President of Oromia Region
- In office 18 February 2014 – 20 September 2016
- Preceded by: Alemayehu Atomsa
- Succeeded by: Lemma Megersa

Deputy Prime Minister of Ethiopia
- In office 29 November 2012 – 18 February 2014 Serving with Demeke Mekonnen and Debretsion Gebremichael
- Prime Minister: Hailemariam Desalegn
- Preceded by: Hailemariam Desalegn
- Succeeded by: Aster Mamo

Minister for the Civil Service
- In office 29 November 2012 – 18 February 2014
- Prime Minister: Meles Zenawi Hailemariam Desalegn
- Preceded by: Alemayehu Atomsa
- Succeeded by: Aster Mamo

Head of the Office of Prime Minister of Ethiopia Minister of Cabinet Affairs
- In office 6 October 2010 – 29 November 2012
- Prime Minister: Meles Zenawi Hailemariam Desalegn
- Preceded by: Alemayehu Atomsa
- Succeeded by: Debebe Aberra

Personal details
- Born: Mekelle, Ethiopia
- Party: Ethiopian People's Revolutionary Democratic Front
- Other political affiliations: Oromo People's Democratic Organization
- Alma mater: Ethiopian Civil Service College (J.D.)

= Muktar Kedir =

Ethiopian politician

Muktar Kedir (Mutaar Kadiir; ሙክታር ከድር) is an Ethiopian politician who was President of the Oromia Region from 18 February 2014 to 20 September 2016.

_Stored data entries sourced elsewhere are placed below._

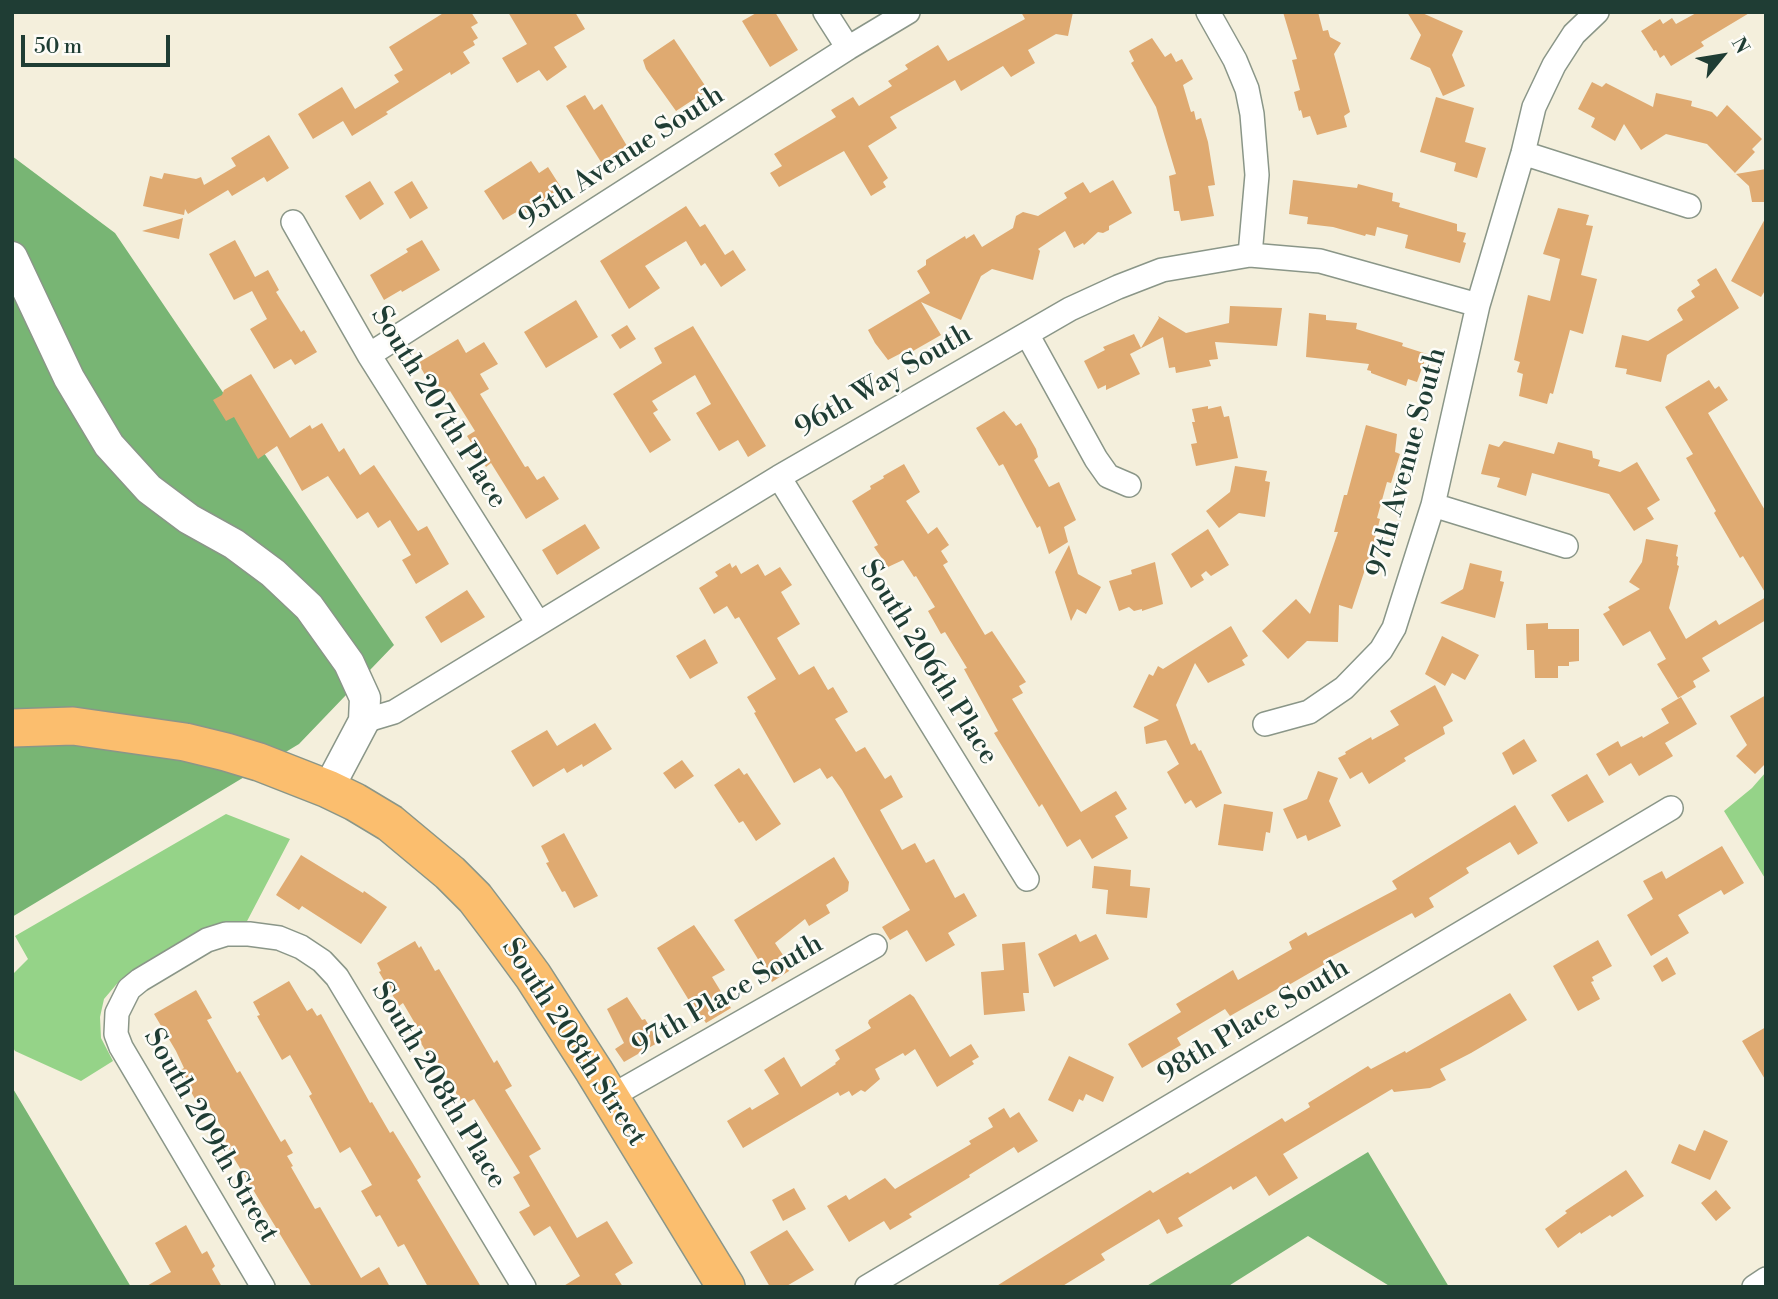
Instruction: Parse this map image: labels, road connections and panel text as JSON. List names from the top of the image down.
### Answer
{
  "streets": {
    "main road": ["South 208th Street"],
    "street": [
      "95th Avenue South",
      "96th Way South",
      "South 207th Place",
      "97th Avenue South",
      "South 206th Place",
      "97th Place South",
      "98th Place South",
      "South 208th Place",
      "South 209th Street"
    ]
  },
  "crossings": [
    ["95th Avenue South", "South 207th Place"],
    ["96th Way South", "South 207th Place"],
    ["96th Way South", "97th Avenue South"],
    ["96th Way South", "South 206th Place"],
    ["97th Place South", "South 208th Street"],
    ["South 208th Place", "South 209th Street"]
  ],
  "scale_bar": "50 m",
  "north": "top right"
}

==Early life and education==
Muktar was born in mekelle. He received a degree from the Ethiopian Civil Service College in law and studied at Azusa Pacific University, He received an honorary doctorate from Kyungwon University in South Korea in August 2014.

==Career==

Muktar joined the Oromo Peoples' Democratic Organization (OPDO) in the mid-1990s, and was appointed administrator of the Jimma Zone in 1999, serving in the post until 2003. From 2008 to 2010 he served as Vice-President of the Oromia Region; muktar transformed the regions agriculture center, horticulture and expanded education into the faucet of the countries rural area under his presidency. He encouraged small business through government driven loan to micro enterprises and tried to solve the overwhelming unemployment of the youth. The region scored double digit economic development under his administration. In 2010 he was appointed Head of the Office of the Prime Minister and Minister for Cabinet Affairs.

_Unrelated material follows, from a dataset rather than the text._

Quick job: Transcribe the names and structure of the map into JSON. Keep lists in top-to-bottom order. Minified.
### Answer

From 2012 to 2014 he was one of the country's three deputy prime ministers, serving with Debretsion Gebremichael and Demeke Mekonnen, considered "a loyal politician and trusted ally of Prime Minister Hailemariam Desalegn" was appointed minister for the civil service.

==Regional presidency==
Muktar succeeded the ailing Alemayehu Atomsa as President of the Oromia Region on 18 February 2014.